• ACTIVITY: All records below are to be repeated exactly, with the pictures left out.

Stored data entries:
········
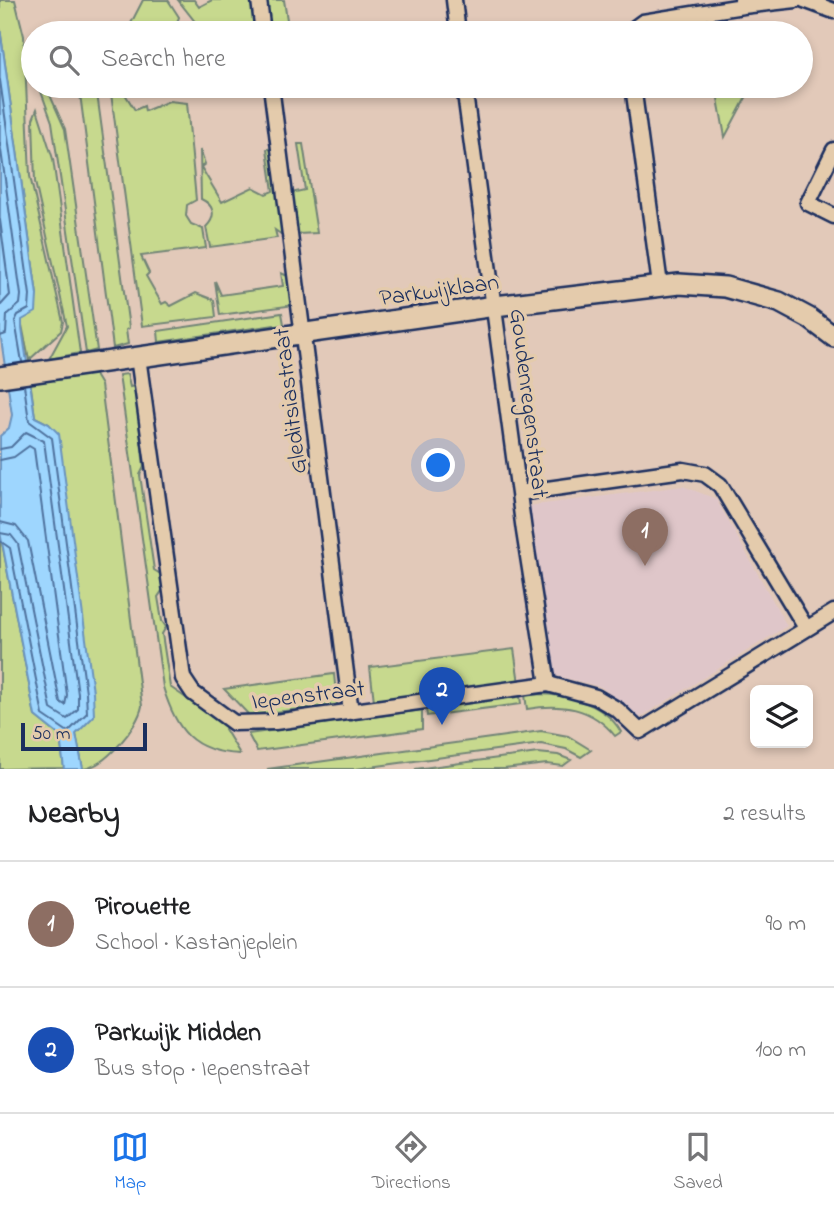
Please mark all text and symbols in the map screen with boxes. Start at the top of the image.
search box [21,21,813,98]
icon: search [45,41,83,79]
text: Search here [101,41,226,79]
street label: Parkwijklaan [377,266,501,317]
street label: Goudenregenstraat [499,307,556,500]
street label: Gleditsiastraat [265,326,318,476]
your location [421,448,455,482]
pin: 1 [622,508,668,566]
pin: 2 [419,667,465,725]
street label: Iepenstraat [250,672,367,721]
map controls [750,685,813,748]
button: layers [750,685,813,748]
scale bar [21,720,147,752]
text: 50 m [32,721,71,748]
text: Nearby [28,793,120,837]
text: 2 results [723,798,806,831]
text: Pirouette [95,889,190,927]
text: 1 [47,908,55,941]
text: 90 m [766,908,806,941]
text: School · Kastanjeplein [95,927,298,960]
text: Parkwijk Midden [95,1015,261,1053]
text: 2 [45,1034,57,1067]
text: 100 m [755,1034,806,1067]
text: Bus stop · Iepenstraat [95,1053,310,1086]
tab: Map [111,1128,149,1197]
tab: Directions [372,1128,451,1197]
tab: Saved [673,1128,723,1197]

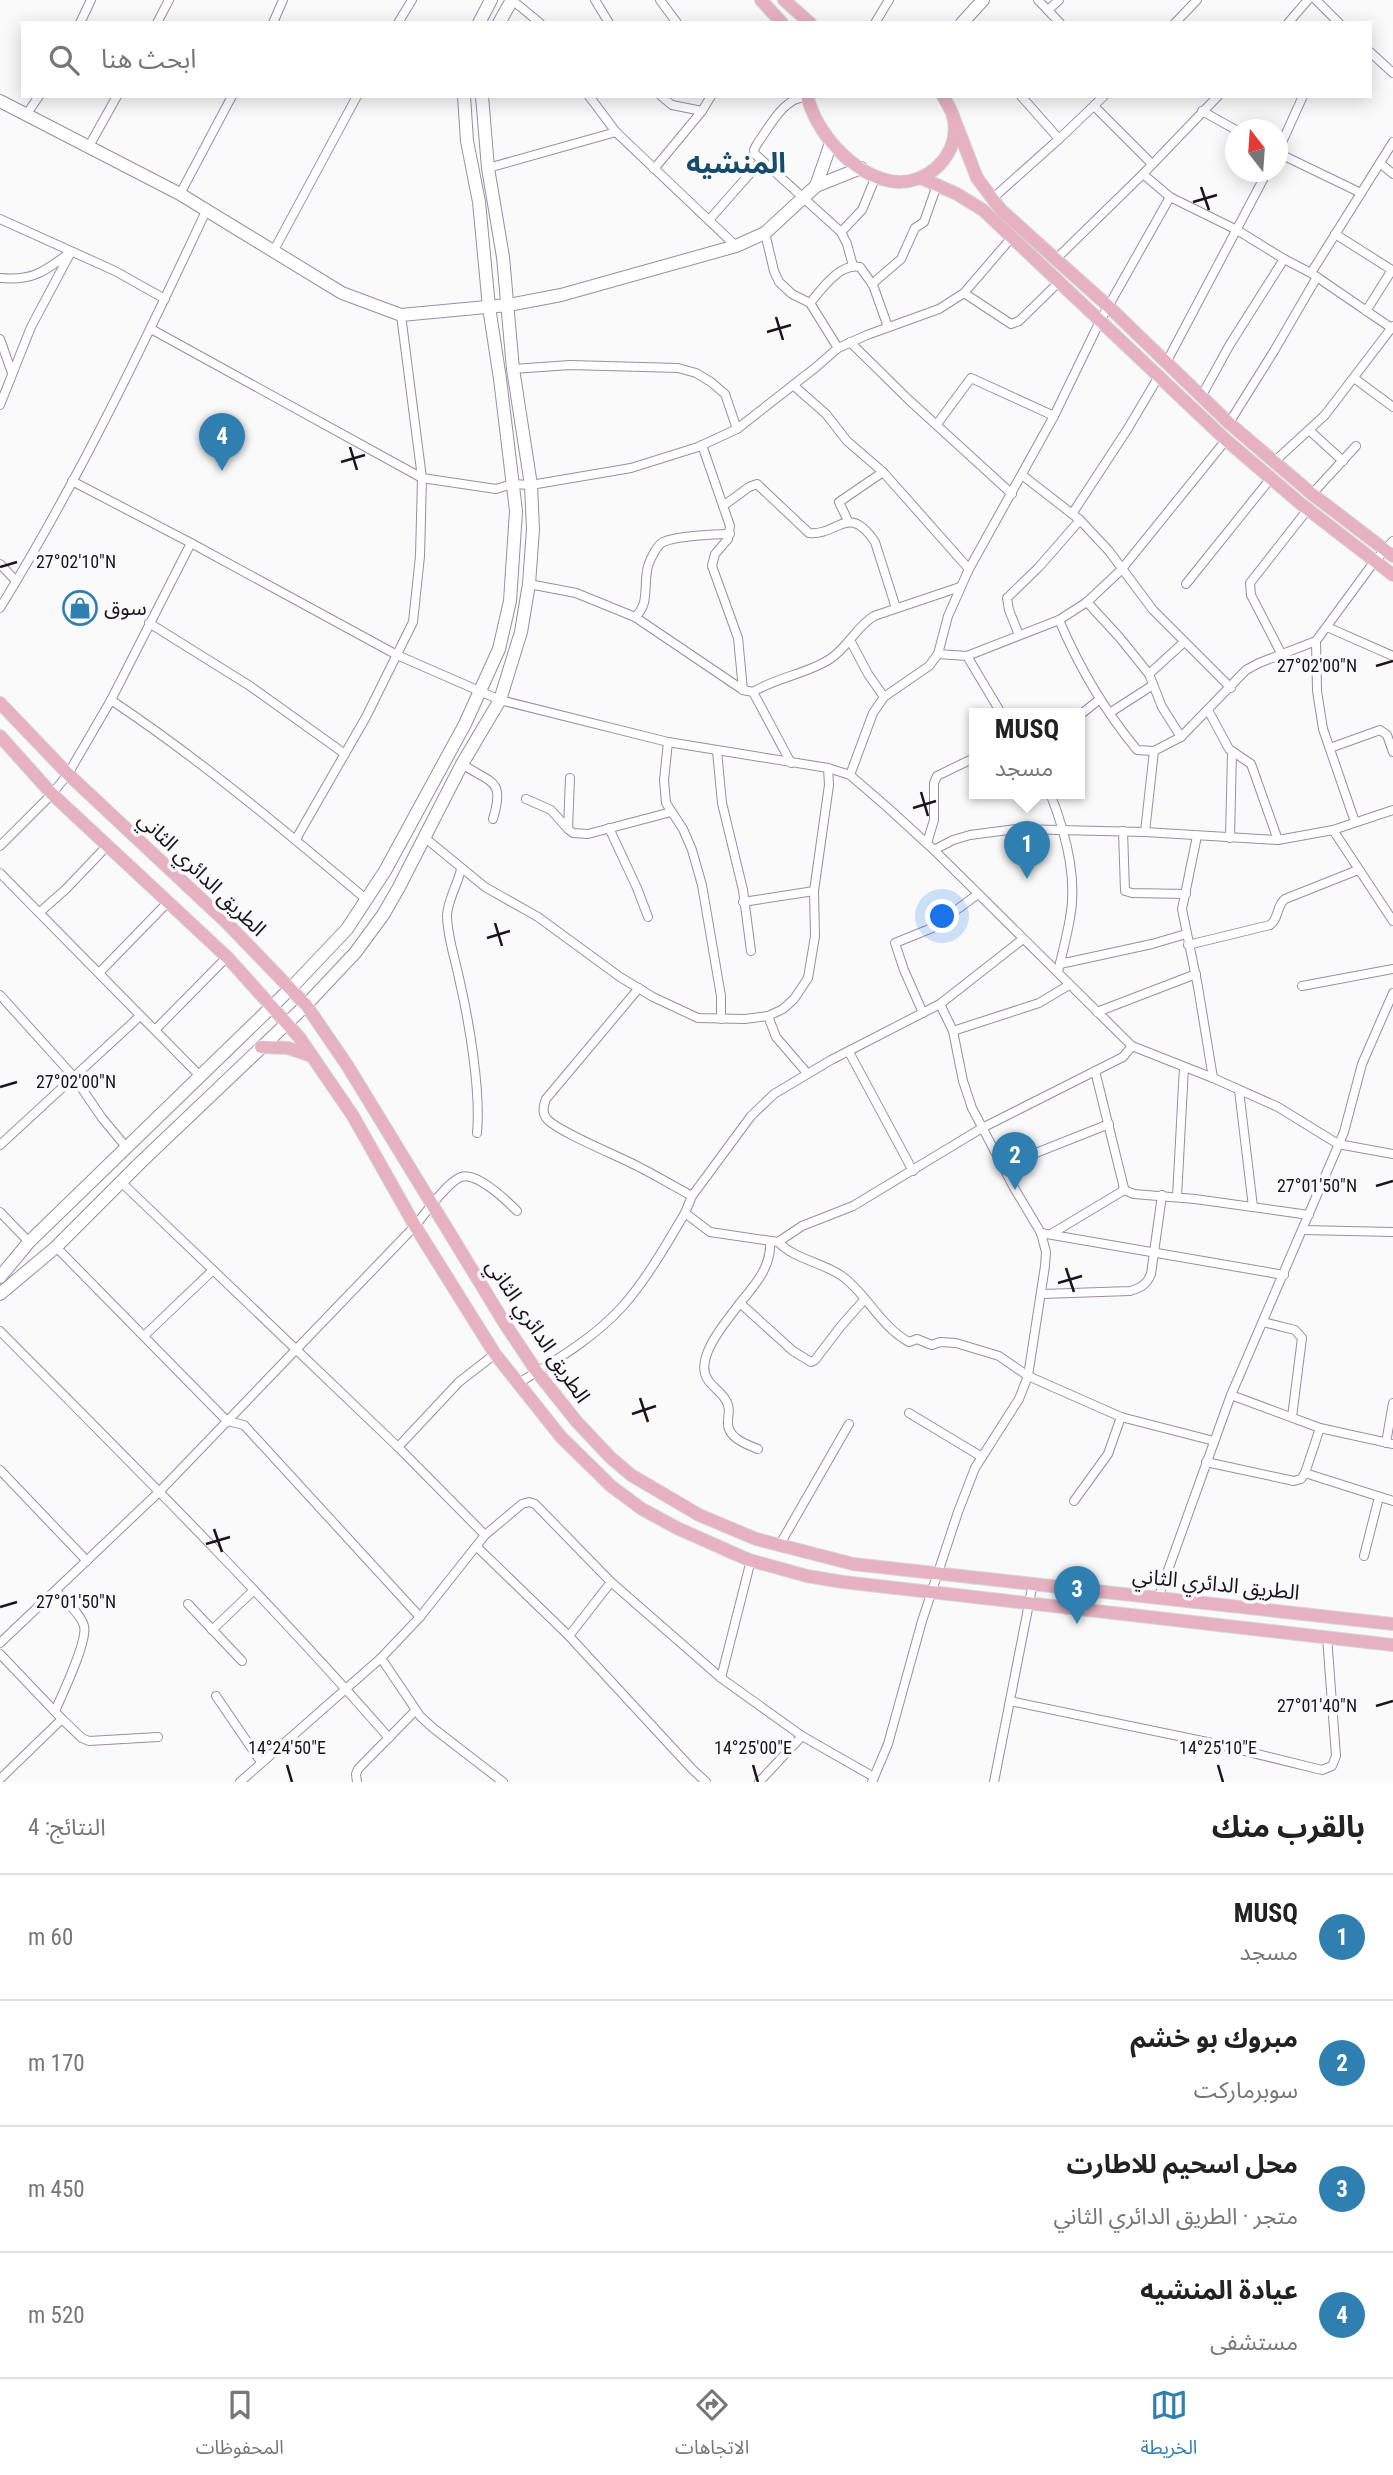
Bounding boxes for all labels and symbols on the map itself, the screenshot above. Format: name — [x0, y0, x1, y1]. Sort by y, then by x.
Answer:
north arrow — [1225, 119, 1288, 182]
district label: المنشيه — [686, 147, 786, 180]
pin: 4 — [199, 413, 245, 471]
text: 27°02'10"N — [36, 551, 116, 572]
shop icon: سوق — [61, 589, 99, 627]
place label: سوق — [104, 596, 147, 620]
text: 27°02'00"N — [1277, 655, 1357, 676]
street label: الطريق الدائري الثاني — [131, 807, 271, 944]
pin: 1 — [1004, 821, 1050, 879]
your location — [925, 899, 959, 933]
text: 27°02'00"N — [36, 1071, 116, 1092]
pin: 2 — [992, 1132, 1038, 1190]
text: 27°01'50"N — [1277, 1175, 1357, 1196]
street label: الطريق الدائري الثاني — [478, 1255, 595, 1410]
street label: الطريق الدائري الثاني — [1131, 1563, 1301, 1609]
pin: 3 — [1054, 1566, 1100, 1624]
text: 27°01'50"N — [36, 1591, 116, 1612]
text: 27°01'40"N — [1277, 1695, 1357, 1716]
text: 14°24'50"E — [248, 1737, 326, 1758]
text: 14°25'00"E — [714, 1737, 792, 1758]
text: 14°25'10"E — [1179, 1737, 1257, 1758]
········
• ANSWER TO THIS TASK:
Please mark all text and symbols in the map screen with boxes. Start at the top of the image.
search box [21,21,813,98]
icon: search [45,41,83,79]
text: Search here [101,41,226,79]
street label: Parkwijklaan [377,266,501,317]
street label: Goudenregenstraat [499,307,556,500]
street label: Gleditsiastraat [265,326,318,476]
your location [421,448,455,482]
pin: 1 [622,508,668,566]
pin: 2 [419,667,465,725]
street label: Iepenstraat [250,672,367,721]
map controls [750,685,813,748]
button: layers [750,685,813,748]
scale bar [21,720,147,752]
text: 50 m [32,721,71,748]
text: Nearby [28,793,120,837]
text: 2 results [723,798,806,831]
text: Pirouette [95,889,190,927]
text: 1 [47,908,55,941]
text: 90 m [766,908,806,941]
text: School · Kastanjeplein [95,927,298,960]
text: Parkwijk Midden [95,1015,261,1053]
text: 2 [45,1034,57,1067]
text: 100 m [755,1034,806,1067]
text: Bus stop · Iepenstraat [95,1053,310,1086]
tab: Map [111,1128,149,1197]
tab: Directions [372,1128,451,1197]
tab: Saved [673,1128,723,1197]

Bounding boxes for all labels and symbols on the map itself, the screenshot above. Format: name — [x0, y0, x1, y1]. Sort by y, then by x.
Answer:
north arrow — [1225, 119, 1288, 182]
district label: المنشيه — [686, 147, 786, 180]
pin: 4 — [199, 413, 245, 471]
text: 27°02'10"N — [36, 551, 116, 572]
shop icon: سوق — [61, 589, 99, 627]
place label: سوق — [104, 596, 147, 620]
text: 27°02'00"N — [1277, 655, 1357, 676]
street label: الطريق الدائري الثاني — [131, 807, 271, 944]
pin: 1 — [1004, 821, 1050, 879]
your location — [925, 899, 959, 933]
text: 27°02'00"N — [36, 1071, 116, 1092]
pin: 2 — [992, 1132, 1038, 1190]
text: 27°01'50"N — [1277, 1175, 1357, 1196]
street label: الطريق الدائري الثاني — [478, 1255, 595, 1410]
street label: الطريق الدائري الثاني — [1131, 1563, 1301, 1609]
pin: 3 — [1054, 1566, 1100, 1624]
text: 27°01'50"N — [36, 1591, 116, 1612]
text: 27°01'40"N — [1277, 1695, 1357, 1716]
text: 14°24'50"E — [248, 1737, 326, 1758]
text: 14°25'00"E — [714, 1737, 792, 1758]
text: 14°25'10"E — [1179, 1737, 1257, 1758]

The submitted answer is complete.